Use a forward-thinking model. A great measurement model can capture not only current training impact, but also tell you how to increase that impact in the future. For example, a leveled-up Kirkpatrick/Phillips model can enable you to assess the impact of training programs on six levels, from Level 1, “Did they like it?” to “Are they doing anything different or better?” to “Was it worth the investment?” all the way to Level 6, “What maximizes the training impact?” This last level helps you understand and quantify what environmental factors back on the job enable participants to get the most transfer and impact from their learning experience. This helps you boost the effectiveness of learning and launch smarter solutions in the future.

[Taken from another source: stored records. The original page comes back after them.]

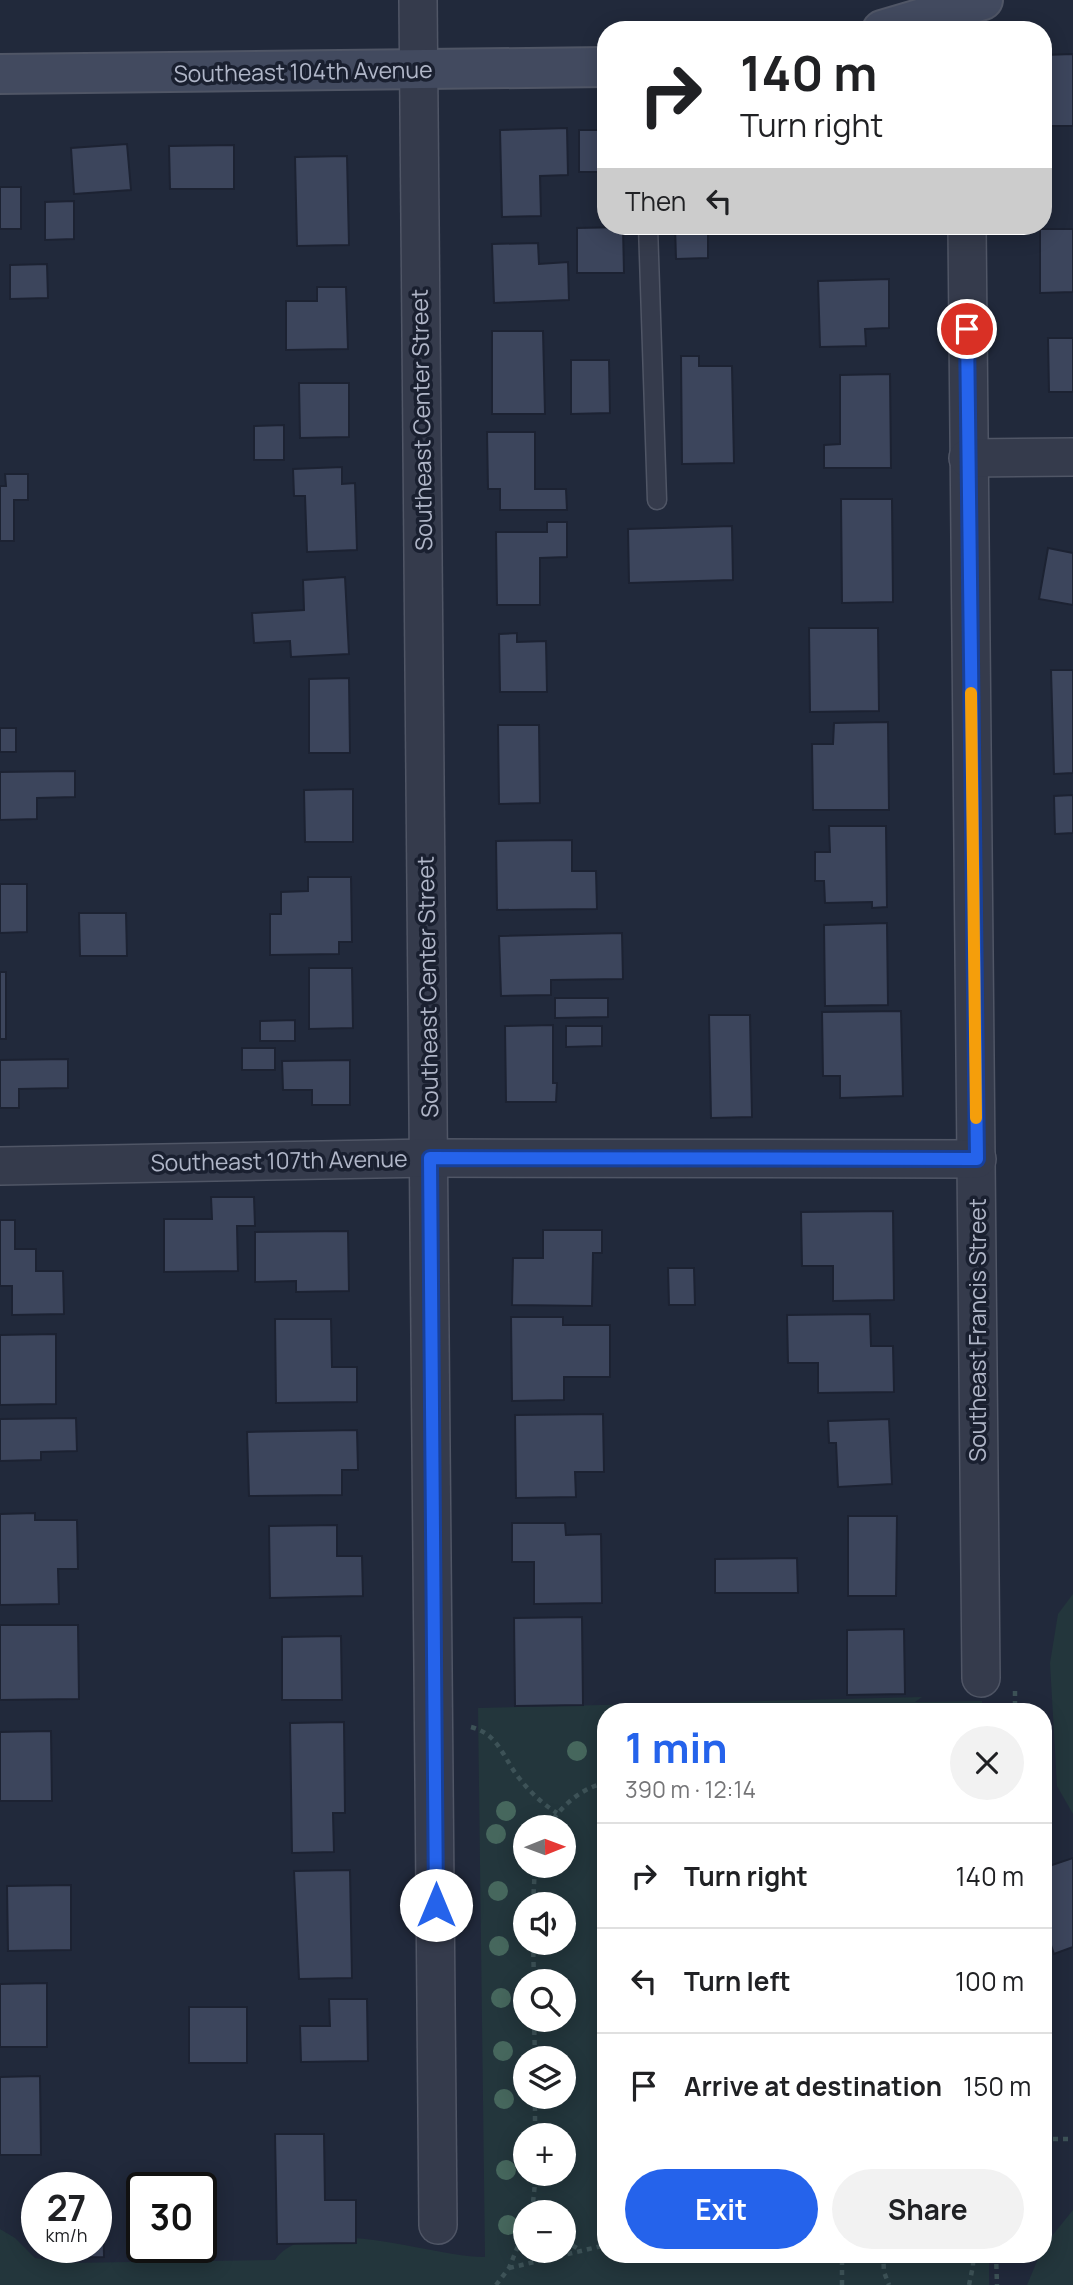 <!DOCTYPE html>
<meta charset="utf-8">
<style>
body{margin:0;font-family:Manrope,sans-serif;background:#f2f2f2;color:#202124;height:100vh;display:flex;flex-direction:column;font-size:26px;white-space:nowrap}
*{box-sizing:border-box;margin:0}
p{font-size:23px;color:#757577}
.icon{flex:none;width:38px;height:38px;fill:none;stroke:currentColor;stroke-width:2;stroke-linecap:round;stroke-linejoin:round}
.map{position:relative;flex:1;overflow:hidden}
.sheet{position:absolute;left:597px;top:1703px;width:455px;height:560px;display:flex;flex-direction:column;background:#fff;border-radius:28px;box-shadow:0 4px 18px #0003}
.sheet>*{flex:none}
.banner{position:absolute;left:597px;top:21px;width:455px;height:214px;border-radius:28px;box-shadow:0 4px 18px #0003;background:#fff;color:#202124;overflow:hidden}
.needle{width:46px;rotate:89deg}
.buttons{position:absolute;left:513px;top:1815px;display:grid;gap:14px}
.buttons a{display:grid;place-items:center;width:63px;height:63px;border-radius:50%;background:#fff;box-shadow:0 4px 18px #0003;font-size:35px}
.speed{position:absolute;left:21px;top:2172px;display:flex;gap:14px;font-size:35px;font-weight:700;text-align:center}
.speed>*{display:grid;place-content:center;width:91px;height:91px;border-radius:50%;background:#fff;box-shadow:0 4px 18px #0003;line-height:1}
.speed small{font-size:18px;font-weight:400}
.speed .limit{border:4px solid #111;border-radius:10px;background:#fff;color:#111}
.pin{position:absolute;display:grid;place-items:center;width:60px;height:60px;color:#fff;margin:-30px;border:4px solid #fff;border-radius:50%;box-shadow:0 2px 7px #0007}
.me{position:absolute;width:77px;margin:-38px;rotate:0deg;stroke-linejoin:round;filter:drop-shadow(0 0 5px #0008)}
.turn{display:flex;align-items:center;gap:24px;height:147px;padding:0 28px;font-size:32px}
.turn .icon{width:91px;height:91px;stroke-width:2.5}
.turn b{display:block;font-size:49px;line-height:60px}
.then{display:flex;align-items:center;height:66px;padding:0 28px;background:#0003;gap:14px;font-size:26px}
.round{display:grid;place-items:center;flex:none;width:74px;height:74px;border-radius:37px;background:#f2f2f2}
.headline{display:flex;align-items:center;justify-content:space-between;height:119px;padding:0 28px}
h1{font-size:42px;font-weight:700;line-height:52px;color:#2563eb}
.primary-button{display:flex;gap:14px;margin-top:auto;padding:14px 28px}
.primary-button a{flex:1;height:80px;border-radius:42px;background:#2563eb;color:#fff;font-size:28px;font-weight:700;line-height:80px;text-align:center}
.primary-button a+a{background:#f2f2f2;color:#202124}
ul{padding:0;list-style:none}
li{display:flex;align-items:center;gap:21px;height:105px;padding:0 28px;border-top:2px solid #e0e0e0}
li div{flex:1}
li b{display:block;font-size:26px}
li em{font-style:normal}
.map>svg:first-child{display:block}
.green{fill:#23363c;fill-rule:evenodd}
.building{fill:#3c455c;stroke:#1c2232;stroke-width:2}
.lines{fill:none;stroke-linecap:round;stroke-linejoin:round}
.lane-casing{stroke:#505666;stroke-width:21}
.street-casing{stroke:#505666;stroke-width:40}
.secondary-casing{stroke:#505666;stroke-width:42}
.path{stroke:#3d5257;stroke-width:4.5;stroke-dasharray:5 5;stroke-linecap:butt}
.lane{stroke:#353b4c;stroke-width:18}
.street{stroke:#353b4c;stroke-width:37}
.secondary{stroke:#424a5f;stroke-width:38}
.tree{fill:#46675d}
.route-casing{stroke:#184099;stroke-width:18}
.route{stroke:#2563eb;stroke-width:12}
.slow{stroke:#f59e0b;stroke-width:12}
.labels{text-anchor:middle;stroke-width:7;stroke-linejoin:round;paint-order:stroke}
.street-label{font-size:23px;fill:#b0b6c8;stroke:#1a2030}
</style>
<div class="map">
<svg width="1073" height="2285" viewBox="0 0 1073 2285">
<rect width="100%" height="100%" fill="#21293b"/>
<!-- green -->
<g class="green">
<path d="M1073,1594V1814L1057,1786L1050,1663L1058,1614Z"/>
<path d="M922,1697L915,1702L982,1701V1712H606V2254H989V2285H0V2229L15,2238L35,2258L64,2263L275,2260C309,2210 435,2258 485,2257L478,1708ZM525,1827H564V1866H525ZM525,1904H564V1942H525ZM525,1981H564V2020H525ZM525,2058H564V2096H525ZM525,2135H564V2174H525ZM525,2212H564V2250H525Z"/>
<path d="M1073,2210V2285H1027L1040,2254H1043L1047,2242Z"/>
</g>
<!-- building -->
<g class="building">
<path d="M1073,54V126H1043V55Z"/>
<path d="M567,128L568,175L540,176L541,216L502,217L500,130Z"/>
<rect x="579" y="130" width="27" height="42"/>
<path d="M127,144L131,190L74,194L71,148Z"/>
<path d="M234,145V189H170L169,146Z"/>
<path d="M347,156L349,245L297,246L295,157Z"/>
<rect x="0" y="187" width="21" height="42"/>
<path d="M74,201V239L45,240V202Z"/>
<path d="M675,226L708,228V258L676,259Z"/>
<path d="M623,227L624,273H577V228Z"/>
<path d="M1040,229H1073V292L1040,293Z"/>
<path d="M538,243L539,264L568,262L569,300L494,303L492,244Z"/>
<path d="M47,264L48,298L10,299V265Z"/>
<path d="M889,279V328L865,329L866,346L820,347L818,281Z"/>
<path d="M317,287H346L348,349L286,350V301H317Z"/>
<path d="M492,331H543L545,414H492Z"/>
<path d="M1048,338H1073V392H1049Z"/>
<path d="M681,356H699V366H732L734,463L682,464Z"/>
<path d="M571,360H609L610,413L571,414Z"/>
<path d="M890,374L891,468H824V445L840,444V375Z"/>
<path d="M299,383H349V437L300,438Z"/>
<path d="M284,425V460H254V426Z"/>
<path d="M487,432H535V489H566L567,510H500V489H488Z"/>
<path d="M342,467V484L355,483L357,550L307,552L305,496H294L293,469Z"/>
<path d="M5,474H28V500H14V541H0V486H6Z"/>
<path d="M841,499H892L893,602L842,603Z"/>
<path d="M547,522H567V557L540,558V605H497L496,532H547Z"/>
<path d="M732,526L733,580L629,583L628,529Z"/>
<path d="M1048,548L1073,553V605L1039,599Z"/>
<path d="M345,577L349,654L291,657L290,641L254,643L252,613L304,610L303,580Z"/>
<path d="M809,628H878L879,711L810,712Z"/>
<path d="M517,633V642L546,641L547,692H500L499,634Z"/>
<path d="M1051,670H1073V773L1054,774Z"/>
<path d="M349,678L350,753H309V679Z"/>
<path d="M888,722L889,810H813L812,744H833L834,723Z"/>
<path d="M498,725H539L540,803L499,804Z"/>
<rect x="0" y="728" width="16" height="24"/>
<path d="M75,771V797L37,798V819L0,820V772Z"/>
<path d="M353,789V842H305L304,790Z"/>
<path d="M1073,795V833L1055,834L1054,796Z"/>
<path d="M829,826H886L887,907L872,908V902L825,903L824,881H815V852H830Z"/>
<path d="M572,840V871H596L597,909L497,910L496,841Z"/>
<path d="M308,877H351L352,942H339V954L270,955V914H281V892L308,891Z"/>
<path d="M0,884H27V932L0,933Z"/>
<path d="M79,913H126L127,956H80Z"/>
<path d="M887,923L888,1005L825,1006L824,925Z"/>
<path d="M622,933L623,979L551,980V995L501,996L499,936Z"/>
<path d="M309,968H352L353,1028L309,1029Z"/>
<rect x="0" y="972" width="6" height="67"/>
<path d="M555,998H608V1017L555,1018Z"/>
<path d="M901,1011L903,1096L840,1098V1076H823L822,1012Z"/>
<path d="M709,1015H750L752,1117L711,1118Z"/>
<path d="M295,1020V1041H260V1021Z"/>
<path d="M553,1025V1083H557L556,1102H506L505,1026Z"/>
<path d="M566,1026H602V1046L566,1047Z"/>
<rect x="242" y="1048" width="33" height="22"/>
<path d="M68,1059V1088L19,1089V1108H0V1060Z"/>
<path d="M350,1060V1105H312V1090H283L282,1061Z"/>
<path d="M211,1197H254L255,1226H237L238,1271L164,1272V1219H212Z"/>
<path d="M893,1211L894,1300L833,1301V1266H802L801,1212Z"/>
<path d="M0,1220H15V1249H36V1271H63L64,1314L12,1315V1286H0Z"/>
<path d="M543,1230H602V1253H593L592,1306L512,1305L513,1258H543Z"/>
<path d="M348,1231L349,1291L296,1292V1281L255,1282V1232Z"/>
<path d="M668,1268H694L695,1305H669Z"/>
<path d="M870,1314L871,1346H893L894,1392L818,1393V1363H788L787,1315Z"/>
<path d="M511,1317H563V1325H610V1377H564V1400L512,1401Z"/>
<path d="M275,1319H331L332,1367H357V1402L276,1403Z"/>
<path d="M56,1334V1404L0,1405V1335Z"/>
<path d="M603,1414L604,1472H575L576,1497L516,1498L515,1415Z"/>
<path d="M76,1418L77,1451L41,1452V1460L0,1461V1419Z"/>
<path d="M889,1419L892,1484L838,1487L836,1443H829L828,1421Z"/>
<path d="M357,1430L358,1470H342V1495L249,1496L247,1432Z"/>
<path d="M35,1513V1520H77L78,1569H58L59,1604L0,1605V1514Z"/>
<path d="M848,1516H897L896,1596H848Z"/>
<path d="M512,1523H565L566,1535L601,1534L602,1603L534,1604V1562H512Z"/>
<path d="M337,1525V1556H362L363,1596L270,1598L269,1526Z"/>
<path d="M797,1558L798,1593H715V1559Z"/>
<path d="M582,1617L583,1705L515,1706L514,1618Z"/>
<path d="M0,1625H78L79,1699L0,1700Z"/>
<path d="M904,1629L905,1694L847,1695V1630Z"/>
<path d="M341,1636L342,1700H282V1637Z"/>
<path d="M344,1722L345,1813H333L334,1852L292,1853L290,1723Z"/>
<path d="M51,1731L52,1801H0V1732Z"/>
<path d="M1073,1858V1947L1054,1954L1043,1922V1868Z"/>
<path d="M350,1870L352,1978L299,1979L294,1871Z"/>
<path d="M71,1885V1950L8,1951L7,1886Z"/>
<path d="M47,1983V2047H0V1984Z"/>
<path d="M329,1999H367L368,2061L301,2062L300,2026H330Z"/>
<rect x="189" y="2007" width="58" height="56"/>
<path d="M40,2076L41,2155H0V2077Z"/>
<path d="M275,2134H324L325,2200H356V2243L277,2244Z"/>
<path d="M96,2205H103L104,2257L42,2258V2247H96Z"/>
</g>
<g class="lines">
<defs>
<path id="lane" d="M648,226L657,500"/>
<g id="street">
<path d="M418,0L438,2225"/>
<path d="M967,226L981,1678"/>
<path d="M968,458L1073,457"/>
<path d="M0,1166L430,1158L977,1159"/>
</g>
<g id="secondary">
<path d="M882,30L983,0"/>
<path d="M0,74L606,67"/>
</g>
</defs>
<!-- lane casing -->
<use href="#lane" class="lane-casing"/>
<!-- street casing -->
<use href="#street" class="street-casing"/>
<!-- secondary casing -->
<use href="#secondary" class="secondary-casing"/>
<!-- path -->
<g class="path">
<path d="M1015,1691V1712"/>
<path d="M471,1727C497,1734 502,1754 516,1774C527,1789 541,1803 557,1813"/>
<path d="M548,1827C560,1807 582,1787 606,1783"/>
<path d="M533,1904L535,1866"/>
<path d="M533,1942L534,1981"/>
<path d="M534,2020L535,2058"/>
<path d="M535,2096V2135"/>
<path d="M1043,2139H1073"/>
<path d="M532,2212L536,2174"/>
<path d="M564,2240L580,2250"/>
<path d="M883,2254L884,2272L889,2285"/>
<path d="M996,2254L997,2285"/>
<path d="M509,2268L606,2245"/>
<path d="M496,2285L509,2268L525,2229"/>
<path d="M842,2285V2254"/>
<path d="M969,2285L973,2266V2254"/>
</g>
<!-- lane -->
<use href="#lane" class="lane"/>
<!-- street -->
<use href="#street" class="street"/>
<!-- secondary -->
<use href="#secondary" class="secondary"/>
</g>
<!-- trees -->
<g class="tree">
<circle cx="577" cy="1751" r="10"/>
<circle cx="506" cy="1811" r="10"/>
<circle cx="496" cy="1834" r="10"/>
<circle cx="498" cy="1891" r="10"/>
<circle cx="499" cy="1946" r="10"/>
<circle cx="501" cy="1998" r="10"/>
<circle cx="503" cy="2051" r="10"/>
<circle cx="504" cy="2099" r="10"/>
<circle cx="506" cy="2170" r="10"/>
<circle cx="508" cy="2225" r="10"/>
</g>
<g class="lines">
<defs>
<path id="route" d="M436,1905L430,1158L977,1159L967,329"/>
</defs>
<!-- route casing -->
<use href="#route" class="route-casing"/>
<!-- route -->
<use href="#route" class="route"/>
<!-- slow -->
<path class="slow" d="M971,693L976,1118"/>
</g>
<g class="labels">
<!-- street labels -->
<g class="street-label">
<text transform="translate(303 72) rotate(-1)" y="8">Southeast 104th Avenue</text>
<text transform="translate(422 420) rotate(-91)" y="8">Southeast Center Street</text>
<text transform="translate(428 987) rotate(-91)" y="8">Southeast Center Street</text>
<text transform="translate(279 1161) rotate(-1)" y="8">Southeast 107th Avenue</text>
<text transform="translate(978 1330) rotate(-90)" y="8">Southeast Francis Street</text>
</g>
</g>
</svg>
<div class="buttons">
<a><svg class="needle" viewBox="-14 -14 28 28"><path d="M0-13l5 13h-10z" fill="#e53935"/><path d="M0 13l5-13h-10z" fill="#757577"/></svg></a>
<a><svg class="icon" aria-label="sound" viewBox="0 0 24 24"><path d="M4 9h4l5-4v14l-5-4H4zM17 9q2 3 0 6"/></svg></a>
<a><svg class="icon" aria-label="search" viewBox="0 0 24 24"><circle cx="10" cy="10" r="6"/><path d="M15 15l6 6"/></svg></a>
<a><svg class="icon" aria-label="layers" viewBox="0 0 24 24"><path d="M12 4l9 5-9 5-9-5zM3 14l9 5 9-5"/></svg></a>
<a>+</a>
<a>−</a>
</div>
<div class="speed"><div>27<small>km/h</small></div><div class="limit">30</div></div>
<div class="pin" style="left:967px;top:329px;background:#d93025"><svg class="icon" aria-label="arrive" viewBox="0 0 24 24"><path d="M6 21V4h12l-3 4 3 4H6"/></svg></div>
<svg class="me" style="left:436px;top:1905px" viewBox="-20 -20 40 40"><circle r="19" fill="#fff"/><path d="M0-13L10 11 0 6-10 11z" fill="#2563eb"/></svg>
<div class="banner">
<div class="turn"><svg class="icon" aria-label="right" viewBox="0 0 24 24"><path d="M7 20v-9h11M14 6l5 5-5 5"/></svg><div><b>140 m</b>Turn right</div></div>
<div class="then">Then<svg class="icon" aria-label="left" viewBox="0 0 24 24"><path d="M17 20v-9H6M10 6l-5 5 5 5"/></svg></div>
</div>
<section class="sheet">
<div class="headline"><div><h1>1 min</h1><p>390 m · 12:14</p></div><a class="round"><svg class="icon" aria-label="close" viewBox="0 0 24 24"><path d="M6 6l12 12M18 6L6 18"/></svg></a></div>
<ul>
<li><svg class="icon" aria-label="right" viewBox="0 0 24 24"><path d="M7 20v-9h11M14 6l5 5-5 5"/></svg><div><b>Turn right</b></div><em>140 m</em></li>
<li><svg class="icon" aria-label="left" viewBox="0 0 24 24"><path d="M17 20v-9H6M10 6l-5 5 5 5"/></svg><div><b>Turn left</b></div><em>100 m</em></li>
<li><svg class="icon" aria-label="arrive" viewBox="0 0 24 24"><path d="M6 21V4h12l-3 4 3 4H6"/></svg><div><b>Arrive at destination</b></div><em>150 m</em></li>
</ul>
<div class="primary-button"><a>Exit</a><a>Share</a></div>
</section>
</div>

Harness technology. Technology can help you systematize measurement and improve the behavior change and business impact that results from training. This might be through sustainability tools such as Slack integrations, in-house apps or technology-enabled internal social networks. For example, some learners will take advantage of post-training refreshers or pushes provided by technology (what we might call “bursts and boosts”) while others may not, leading to fairly dramatic differences in behavior and performance outcomes. The impact of these technology-driven tools are important to track and measure for stronger ROI. So, think hard about how to make the intersection of learning, technology and measurement work for you, and seek out the right platforms and tools.
Follow 80/20. This applies to both how you deliver training and how you measure its impact. It’s the idea that across almost all domains 20 percent of inputs drive 80 percent of the value or effect. That means that of a typical 8-hour classroom-based training experience, about 1.5 hours of content will yield most of the impact. So, a 90-minute Zoom event can likely take the place of a full-day training, with much less expense, inconvenience and exhaustion. Research also tells us that powerful bite-size training in intervals can lead to 50 percent more effective learning transfer than bombarding participants with hours and hours of content all at once. Similarly, you can use measurement to try to capture the 20 percent of those larger L&D initiatives that people are responding to, and look for ways to shorten, sharpen and scale that even further.
Don’t be afraid to trumpet your impact story. The two biggest obstacles to measuring training effectiveness is the fear that stakeholders won’t believe your results, or worse yet the results will be negative. For these reasons, most L&D professionals either never get started, or fail to communicate any results internally or externally. This is especially sad because when asked, more than 90 percent of senior business leaders in top organizations around the world want these L&D results, while less than 10 percent said they ever get any. A few good case studies, with a few select programs can close this gap and transform the way business leaders and stakeholders perceive learning initiatives in your company.
I urge you to think about these opportunities and use these practices within your own organizations. Doing so proactively, and with care for context, will surely benefit not only your learning function, but your entire company. And that’s a great outcome by any measure.